We turned life into the multiple answer quiz and removed the option "None of the Above".

But I was thinking this week and I wrote down on my pad next to me:

What if all life were the adventure of finding out, rather than finding?

Maybe it is the nature of the human mind that has become so petrified by the discomfort of not-knowing that it will settle for a poor answer or half-truth before it admits it does not know.

Or has it just become not cool to not know?

I thought there used to be joy in the process of discovery.  Didn't we like a bit of mystery? The word 'wonder'  ponders and considers.  It's open.  It shrugs its' shoulders a bit.
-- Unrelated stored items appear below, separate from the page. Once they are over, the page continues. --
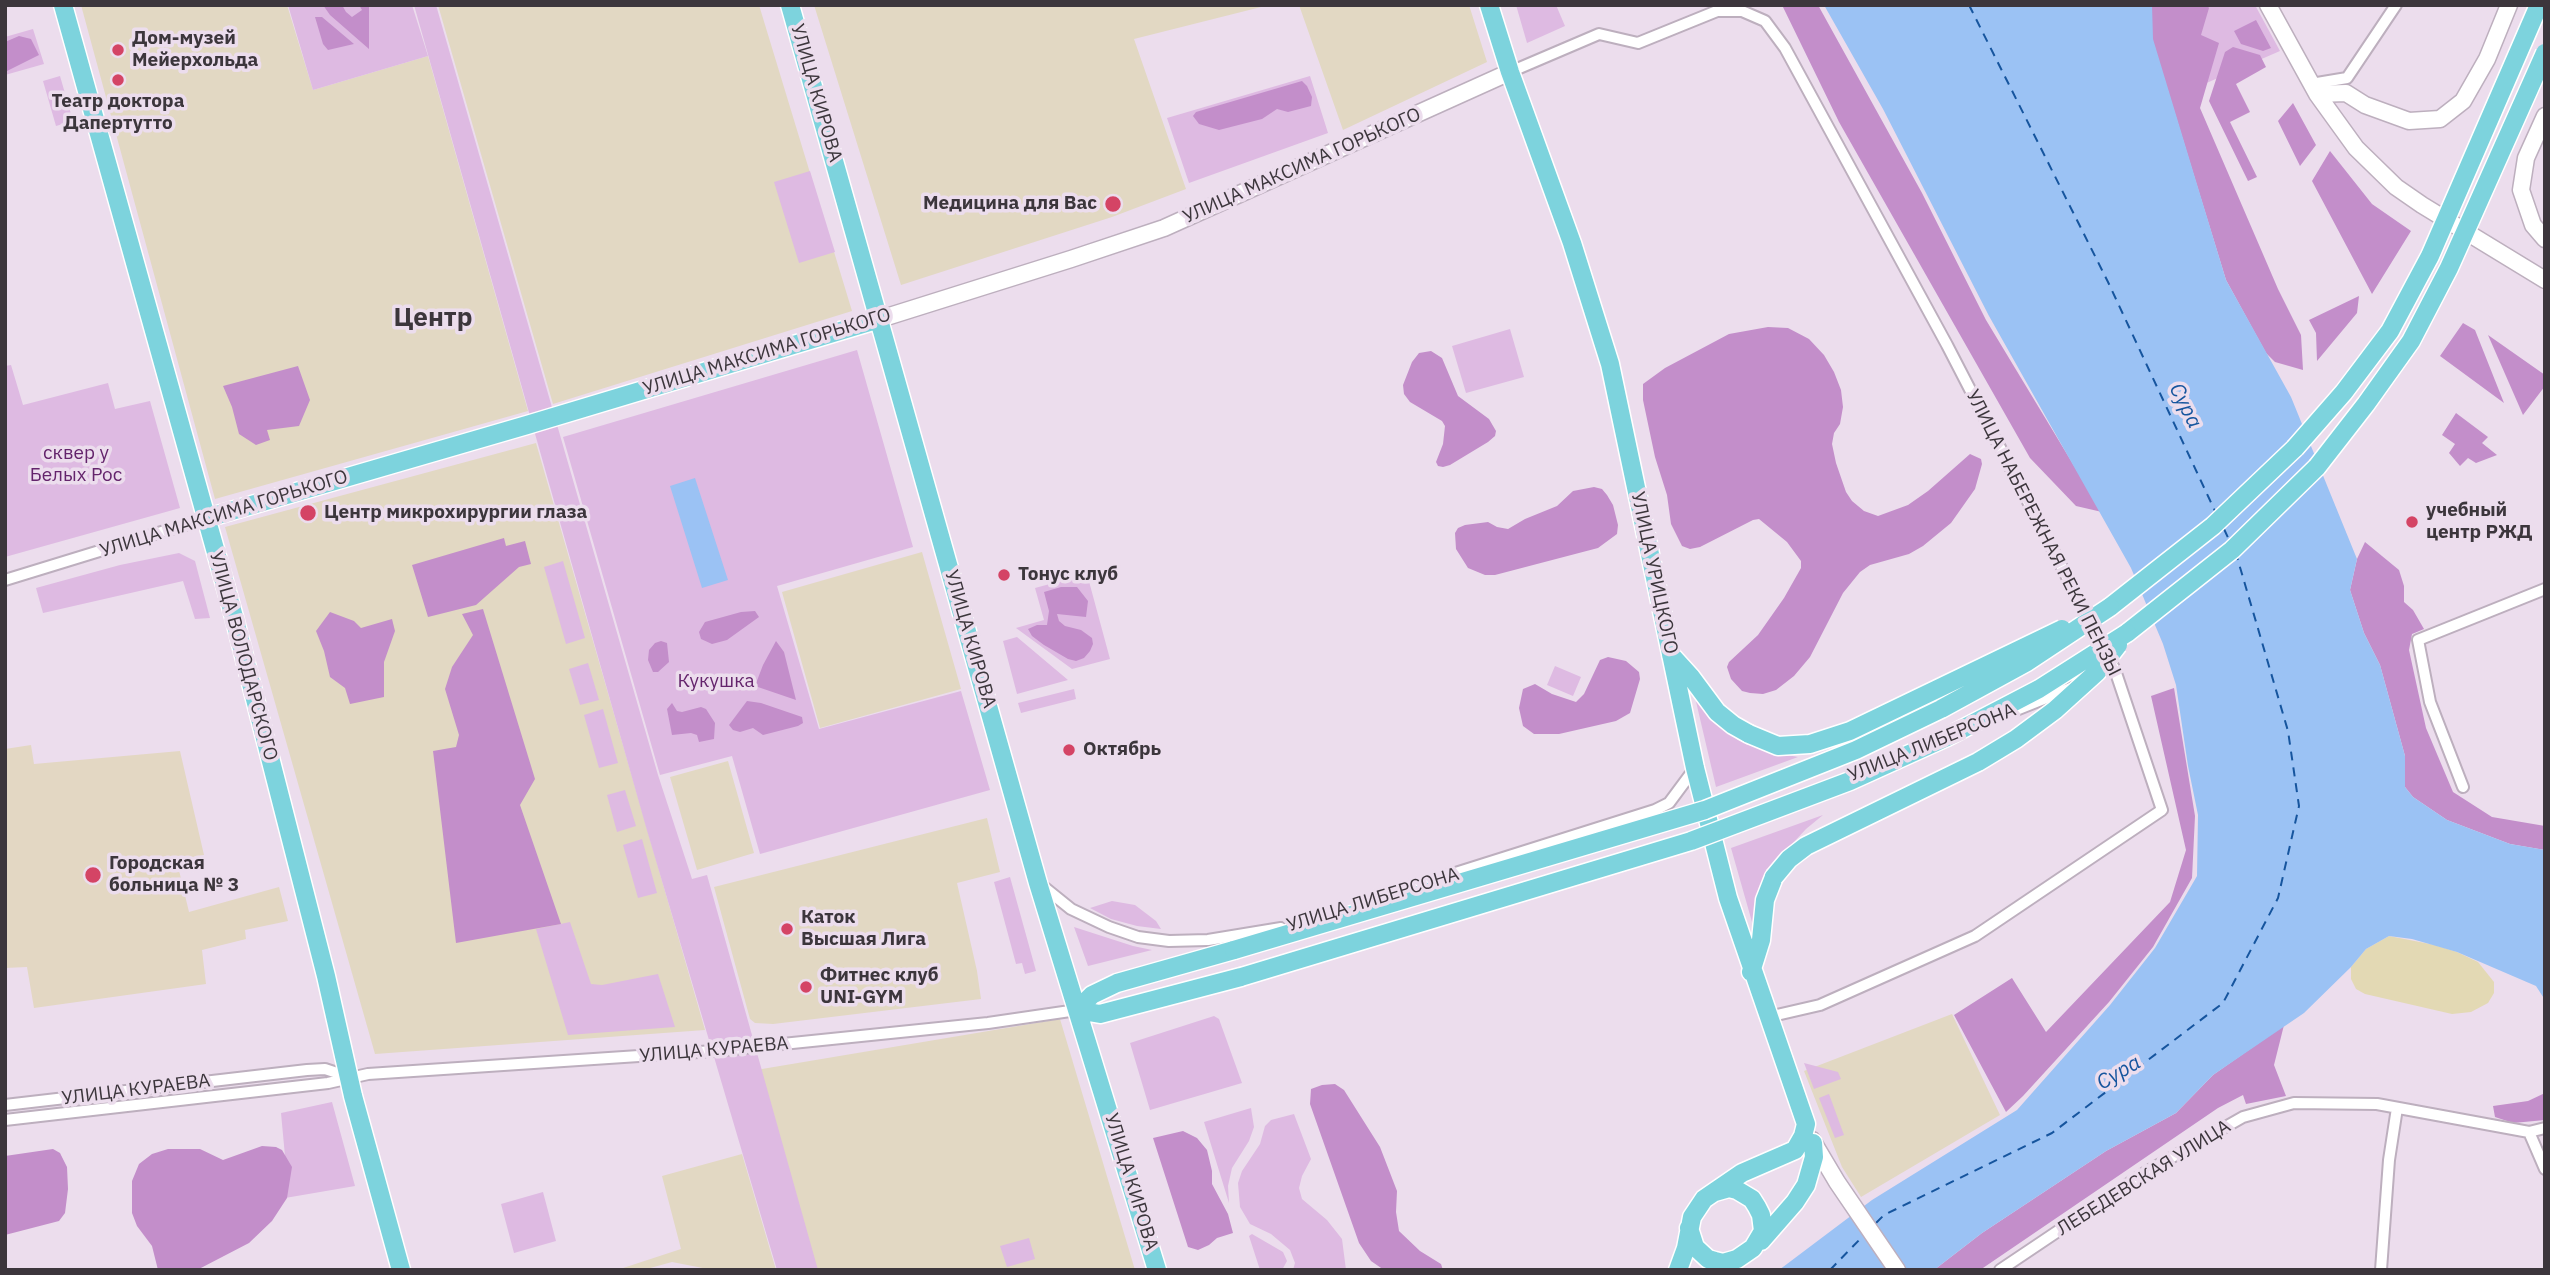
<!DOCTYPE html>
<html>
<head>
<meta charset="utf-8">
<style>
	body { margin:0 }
	#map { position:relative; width:2550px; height:1275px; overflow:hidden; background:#ecdded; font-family:"IBM Plex Sans",sans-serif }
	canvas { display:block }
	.frame { position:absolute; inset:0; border:7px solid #3c363c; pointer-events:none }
</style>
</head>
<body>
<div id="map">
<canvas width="2550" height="1275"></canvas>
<div class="frame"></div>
</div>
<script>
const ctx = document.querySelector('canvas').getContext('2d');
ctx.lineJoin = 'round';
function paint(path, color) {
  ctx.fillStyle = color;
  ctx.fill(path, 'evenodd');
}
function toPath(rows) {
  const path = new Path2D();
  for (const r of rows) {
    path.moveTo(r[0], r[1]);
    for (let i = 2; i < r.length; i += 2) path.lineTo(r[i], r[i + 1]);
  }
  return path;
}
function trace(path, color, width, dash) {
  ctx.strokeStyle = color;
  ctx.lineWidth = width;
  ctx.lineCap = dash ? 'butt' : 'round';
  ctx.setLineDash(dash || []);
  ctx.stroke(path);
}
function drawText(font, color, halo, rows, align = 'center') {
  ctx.font = font + ' "IBM Plex Sans",sans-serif';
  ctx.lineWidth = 7;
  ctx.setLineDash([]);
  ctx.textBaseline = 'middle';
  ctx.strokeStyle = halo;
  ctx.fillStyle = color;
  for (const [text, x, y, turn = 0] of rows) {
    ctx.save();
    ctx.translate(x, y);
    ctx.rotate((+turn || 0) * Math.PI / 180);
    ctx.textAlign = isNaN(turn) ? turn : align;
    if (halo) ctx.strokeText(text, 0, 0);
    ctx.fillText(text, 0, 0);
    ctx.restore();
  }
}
paint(toPath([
	[81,5,287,5,313,90,428,56,528,411,215,499],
	[438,5,759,5,852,311,553,404],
	[814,5,1269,5,1134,39,1186,189,1112,217,901,285],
	[1299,5,1469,5,1487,62,1343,130],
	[536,443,705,1030,375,1054,225,527],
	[922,552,961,689,820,728,782,592],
	[728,761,754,853,697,870,670,777],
	[987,818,1000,872,957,883,977,971,981,999,773,1024,755,1023,750,1019,714,887],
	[1952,1014,2000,1115,1861,1197,1842,1167,1804,1071],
	[1060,1019,1135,1270,816,1270,756,1070],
	[742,1154,776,1270,713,1270,672,1262,643,1270,617,1270,681,1249,662,1176]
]), '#e2d8c3');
paint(toPath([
	[31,745,34,764,180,751,204,855,177,862,189,912,279,887,288,921,245,930,246,939,202,950,206,984,34,1008,27,967,5,968,5,749]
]), '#e3d7c3');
paint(toPath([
	[288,5,412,5,428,56,313,90],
	[414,5,436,5,658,775,692,879,707,875,818,1270,777,1270,646,827],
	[1516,5,1556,5,1565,26,1527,43],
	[2157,5,2255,5,2280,51,2172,98],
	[33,29,44,64,5,75,5,37],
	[60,76,73,121,56,126,43,81],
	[1310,76,1328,133,1189,183,1167,118],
	[810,171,835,252,799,263,774,182],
	[1510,329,1524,377,1466,393,1452,346],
	[857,350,913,547,777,586,819,729,961,691,990,790,760,854,732,756,660,775,563,437],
	[11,365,23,405,108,383,115,409,150,401,180,508,5,557,5,366],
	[179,553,195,561,210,618,195,619,183,581,43,613,36,588,120,565],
	[563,561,585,638,566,644,544,567],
	[1087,574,1110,659,1072,669,1016,628,1044,620,1035,588],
	[1017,637,1068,680,1017,694,1003,641],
	[588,663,599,700,580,705,569,669],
	[1555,666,1581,677,1573,696,1547,685],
	[1074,689,1076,699,1021,713,1018,703],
	[1694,693,1726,729,1738,740,1767,751,1798,757,1716,787],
	[603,709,618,763,599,768,584,715],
	[625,790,636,826,617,832,607,795],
	[1823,815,1806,829,1781,856,1754,929,1731,848],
	[642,839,657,893,638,898,623,845],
	[1010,877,1036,971,1025,974,1022,963,1016,964,994,882],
	[1112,901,1135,905,1156,921,1161,929,1137,926,1111,919,1090,908],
	[570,922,591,984,602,985,658,974,675,1027,568,1035,536,929],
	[1074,927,1133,946,1152,950,1088,966],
	[1214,1016,1219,1019,1242,1083,1150,1110,1130,1043],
	[1804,1063,1838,1072,1841,1079,1814,1089],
	[1829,1094,1844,1135,1835,1138,1819,1098],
	[332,1102,355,1186,285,1198,285,1156,281,1113],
	[1251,1108,1254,1127,1249,1141,1232,1168,1228,1186,1229,1203,1204,1122],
	[1294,1114,1311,1159,1302,1176,1299,1188,1302,1199,1327,1220,1342,1239,1346,1270,1293,1270,1295,1263,1290,1250,1271,1234,1250,1224,1240,1207,1238,1183,1242,1171,1260,1144,1265,1126,1271,1120],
	[543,1192,556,1241,514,1253,501,1204],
	[1252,1234,1283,1252,1287,1261,1282,1270,1260,1270,1249,1236],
	[1029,1238,1035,1259,1007,1267,1000,1246]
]), '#debae2');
paint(toPath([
	[323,5,342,5,346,12,352,17,362,10,359,5,369,5,369,49,330,15],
	[1782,5,1818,5,1922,193,1986,320,2102,512,2076,506,2030,458,1839,122],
	[2152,5,2207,5,2209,8,2201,35,2219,43,2200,108,2278,289,2301,335,2303,370,2275,362,2266,353,2226,280,2152,39],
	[315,17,322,17,354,44,328,50,323,44],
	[2256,20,2271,48,2263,51,2241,44,2234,31],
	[19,36,31,39,39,55,5,72,5,42],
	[2233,47,2260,55,2266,67,2236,84,2250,112,2230,122,2257,177,2248,181,2209,101,2225,52],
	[1302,81,1307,86,1312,97,1311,106,1288,112,1277,109,1262,119,1219,130,1199,124,1193,116,1196,112],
	[2293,103,2316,145,2300,166,2278,121],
	[2330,151,2372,204,2411,231,2372,294,2312,181],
	[2359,296,2357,313,2317,361,2316,333,2309,320],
	[2463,323,2475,330,2504,403,2440,356],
	[1768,327,1788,328,1809,339,1824,355,1834,372,1841,390,1843,407,1840,424,1834,433,1832,444,1836,463,1846,492,1852,501,1864,511,1878,516,1908,505,1928,491,1970,454,1981,459,1982,464,1975,489,1951,523,1923,546,1909,554,1870,565,1860,572,1843,593,1810,657,1794,676,1776,690,1763,694,1750,693,1742,691,1731,679,1727,667,1729,662,1758,635,1784,598,1801,568,1801,561,1787,542,1759,519,1753,520,1700,547,1690,549,1682,546,1671,524,1667,495,1655,457,1643,400,1643,384,1665,368,1729,334],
	[2488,335,2545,375,2545,386,2523,415],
	[1431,351,1442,358,1458,396,1489,419,1496,431,1495,436,1488,442,1450,465,1443,467,1438,466,1436,462,1443,444,1445,426,1442,421,1410,402,1404,394,1403,385,1412,362,1419,353],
	[298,366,310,400,299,426,267,430,270,440,256,445,239,434,232,407,223,386],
	[2456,413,2488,437,2482,443,2497,455,2476,463,2468,458,2460,466,2449,453,2455,444,2442,435],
	[1594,487,1602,489,1607,495,1613,505,1618,525,1617,534,1598,548,1495,575,1485,575,1468,568,1456,549,1455,533,1458,528,1465,525,1488,522,1497,527,1508,529,1525,519,1557,506,1573,491],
	[504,538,506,546,525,541,531,564,519,567,476,605,428,617,412,565],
	[2365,542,2399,570,2404,586,2404,602,2413,610,2424,629,2412,634,2409,650,2426,728,2453,792,2492,817,2545,826,2545,850,2510,844,2447,820,2413,797,2405,787,2405,756,2380,665,2364,633,2350,590,2357,559],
	[1061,587,1077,587,1088,601,1086,617,1057,614,1059,621,1065,626,1081,630,1092,638,1093,644,1090,651,1084,658,1076,661,1068,659,1044,645,1032,636,1028,629,1037,625,1047,625,1049,611,1044,592],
	[483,609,535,779,520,805,561,924,456,943,433,751,456,747,459,735,445,689,452,667,473,635,462,614],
	[755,611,759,617,727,640,712,644,701,639,699,632,705,622,741,612],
	[330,612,354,621,361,628,392,619,395,631,384,662,384,697,350,704,345,688,330,677,324,651,316,631],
	[661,641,667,643,669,662,658,672,653,672,648,660,649,650,655,643],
	[776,641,784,652,796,700,755,686,763,665],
	[1608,657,1626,661,1639,672,1640,679,1630,713,1616,721,1559,734,1534,734,1523,726,1519,708,1523,689,1535,684,1552,694,1576,702,1584,694,1600,660],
	[2174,688,2195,816,2192,878,2153,947,2109,1002,2023,1096,2006,1112,1954,1015,2012,978,2046,1032,2170,902,2186,850,2151,696],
	[747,701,761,703,802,717,803,723,798,726,763,735,753,728,740,732,733,730,729,725],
	[672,703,677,711,682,712,701,707,706,709,715,723,714,739,699,742,697,735,691,733,672,735,667,709],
	[2284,1025,2274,1065,2286,1096,2246,1104,2243,1095,2218,1108,1980,1270,1934,1270,1982,1233,2106,1151,2176,1113,2213,1075],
	[1335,1084,1344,1090,1380,1147,1397,1191,1396,1212,1399,1231,1420,1251,1441,1264,1443,1270,1384,1270,1371,1261,1359,1243,1310,1104,1311,1089,1322,1085],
	[2545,1093,2545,1120,2513,1123,2495,1117,2493,1106,2528,1101],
	[1183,1131,1197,1138,1207,1150,1212,1171,1212,1184,1228,1214,1233,1233,1217,1238,1209,1245,1198,1250,1188,1247,1153,1138],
	[262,1146,276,1147,282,1150,292,1167,287,1198,272,1221,249,1243,197,1270,158,1270,152,1246,137,1226,132,1213,132,1181,139,1164,152,1154,168,1149,200,1149,223,1160],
	[53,1149,60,1153,67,1167,68,1189,65,1213,59,1221,5,1235,5,1156]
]), '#c38eca');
paint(toPath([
	[2389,936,2435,945,2457,952,2478,962,2494,982,2494,993,2488,1003,2471,1012,2452,1014,2365,994,2356,989,2351,979,2351,967,2366,949]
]), '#e3d9b4');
paint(toPath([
	[1824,5,2152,5,2153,39,2226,280,2291,397,2357,559,2350,590,2364,633,2380,665,2405,756,2405,787,2413,797,2447,820,2510,844,2545,850,2545,1000,2536,986,2457,952,2412,939,2389,936,2366,949,2351,967,2304,1013,2213,1075,2176,1113,2106,1151,1982,1233,1934,1270,1779,1270,1872,1200,2017,1110,2110,1005,2155,948,2197,876,2198,815,2188,766,2176,685,2163,644,2131,568,1989,316,1883,109],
	[695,478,728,580,702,588,670,486]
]), '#9bc2f4');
trace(toPath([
	[1969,5,2108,282,2215,511],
	[2224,529,2230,542],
	[1876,1223,1884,1215,2052,1133,2223,1003,2278,898,2299,806,2288,731,2237,557],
	[1830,1270,1864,1235]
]), '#16559e', 2, [9, 7]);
const street = toPath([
	[1510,72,1599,34,1638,43,1717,11,1742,11,1765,21,1785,48,1947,345,2115,670,2162,810,1975,936,1820,1005,1768,1017],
	[2311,84,2347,78,2396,5],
	[5,580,207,518],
	[2016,710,2076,686],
	[2463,787,2430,702,2418,640,2545,589],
	[1040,884,1071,909,1109,927,1138,937,1169,941,1208,940,1281,928],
	[1370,900,1655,810,1669,803,1695,768],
	[5,1105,307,1070,325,1069,349,1077],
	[5,1120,328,1083,368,1074,714,1051,988,1023,1077,1010],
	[2529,1132,2545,1169],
	[2000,1270,2146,1172,2243,1117,2294,1103,2377,1104,2529,1132,2545,1128],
	[2381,1270,2389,1160,2397,1108]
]);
const secondary = toPath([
	[2268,5,2317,94,2356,148,2396,187,2422,205,2545,280],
	[2317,94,2346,93,2365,105,2409,121,2440,119,2463,101,2487,59,2509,5],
	[2545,116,2526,158,2521,190,2533,225,2545,239],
	[880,319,1071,259,1164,228,1510,72],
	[1812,1140,1837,1182,1897,1270]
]);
const primary = toPath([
	[63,5,234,617,326,976,353,1096,401,1270],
	[790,5,1038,883,1157,1270],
	[1489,5,1510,72,1572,243,1610,364,1695,768,1728,898,1806,1124,1803,1136,1795,1150,1742,1173,1704,1199,1692,1217,1686,1248,1678,1270],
	[207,518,527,425,880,319],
	[2110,607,2213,526,2295,448],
	[2127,633,2232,550,2317,467],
	[1671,655,1691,677,1717,712,1733,725,1749,734],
	[1751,972,1761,940,1765,900,1774,877],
	[1077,1010,1092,995,1117,983,1234,950],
	[1077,1010,1100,1014,1241,977],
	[1689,1228,1695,1247,1708,1259,1715,1261,1723,1263,1737,1259,1753,1248,1763,1231,1761,1215,1757,1207,1752,1199,1737,1190,1729,1188,1715,1192],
	[1761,1241,1795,1202,1806,1185,1814,1157,1813,1143]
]);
trace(street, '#bdafbe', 14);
trace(secondary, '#bdafbe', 19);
trace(primary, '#fff', 21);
trace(street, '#fff', 10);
trace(secondary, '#fff', 16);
trace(primary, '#7dd3dd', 18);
const primaryBridge = toPath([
	[2295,448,2344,392,2390,331,2430,256,2539,5],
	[2317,467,2366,404,2411,341,2449,268,2545,53],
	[1749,734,1778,746,1810,744,1850,731,2062,629],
	[1774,877,1789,859,1806,846,1978,762,2016,739,2055,710,2097,672,2118,645],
	[1234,950,1705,810,1856,750,1941,709,2027,662,2110,607],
	[1241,977,1691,841,1850,781,1947,737,2039,689,2127,633]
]);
trace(primaryBridge, '#fff', 21, []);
trace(primaryBridge, '#7dd3dd', 18);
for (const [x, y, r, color] of [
	[118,50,7,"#d44465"],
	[118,80,7,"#d44465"],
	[1113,204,9,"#d44465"],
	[308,513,9,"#d44465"],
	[2412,522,7,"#d44465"],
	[1004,575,7,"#d44465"],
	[1069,750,7,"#d44465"],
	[93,875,9,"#d44465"],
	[787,929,7,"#d44465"],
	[806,987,7,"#d44465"]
]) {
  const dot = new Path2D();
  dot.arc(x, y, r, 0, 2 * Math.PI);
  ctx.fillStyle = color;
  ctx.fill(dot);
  trace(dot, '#ecdded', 2.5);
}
drawText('bold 19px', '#3c363c', '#ecdded', [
	["Дом-музей",132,39],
	["Мейерхольда",132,61],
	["Театр доктора",118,102,"center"],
	["Дапертутто",118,124,"center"],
	["Медицина для Вас",1097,204,"right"],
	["учебный",2426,511],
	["центр РЖД",2426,533],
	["Центр микрохирургии глаза",324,513],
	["Тонус клуб",1018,575],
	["Октябрь",1083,750],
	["Городская",109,864],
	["больница № 3",109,886],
	["Каток",801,918],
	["Высшая Лига",801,940],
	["Фитнес клуб",820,976],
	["UNI-GYM",820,998]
], 'left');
drawText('19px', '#3c363c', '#ecdded', [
	["УЛИЦА КИРОВА",816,93,74],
	["УЛИЦА МАКСИМА ГОРЬКОГО",1302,166,-24],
	["УЛИЦА МАКСИМА ГОРЬКОГО",767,352,-17],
	["УЛИЦА МАКСИМА ГОРЬКОГО",224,514,-17],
	["УЛИЦА НАБЕРЕЖНАЯ РЕКИ ПЕНЗЫ",2043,533,63],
	["УЛИЦА УРИЦКОГО",1654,573,78],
	["УЛИЦА КИРОВА",970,639,74],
	["УЛИЦА ВОЛОДАРСКОГО",243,656,75],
	["УЛИЦА ЛИБЕРСОНА",1932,743,-22],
	["УЛИЦА ЛИБЕРСОНА",1373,900,-17],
	["УЛИЦА КУРАЕВА",714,1050,-5],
	["УЛИЦА КУРАЕВА",136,1090,-7],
	["ЛЕБЕДЕВСКАЯ УЛИЦА",2144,1178,-32],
	["УЛИЦА КИРОВА",1131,1182,73]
]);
drawText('19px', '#64246c', '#ecdded', [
	["сквер у",76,454],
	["Белых Рос",76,476],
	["Кукушка",716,682]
]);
drawText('italic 21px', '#16559e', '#ecdded', [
	["Сура",2185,406,63],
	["Сура",2119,1073,-31]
]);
drawText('bold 26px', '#3c363c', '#ecdded', [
	["Центр",433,318]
]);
</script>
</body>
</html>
It has patience.  And Christmas used to be a holiday of 'wonder', right?  We have 7 Wonders in this World.

Actually, only 7?

That's not a lot of Wonder.

To be unsure is to be invisible.  The humiliation of the admitting you have no answer is actually worse than hoofing something indefensible or silly. Ever seen someone defend a totally made-up fact because they got cornered by their own uncertainty? 

"Actually, dear, no, I'm not sure which road to take or where we are."

Will you hear that?
 
Well, we can all recognize ourselves here. I certainly see myself. 

Having said that, I can't tell you the weight that lifts when I say, "I'm not sure."

Try it on.

What do you think?

 "I don't know.  But I wonder..."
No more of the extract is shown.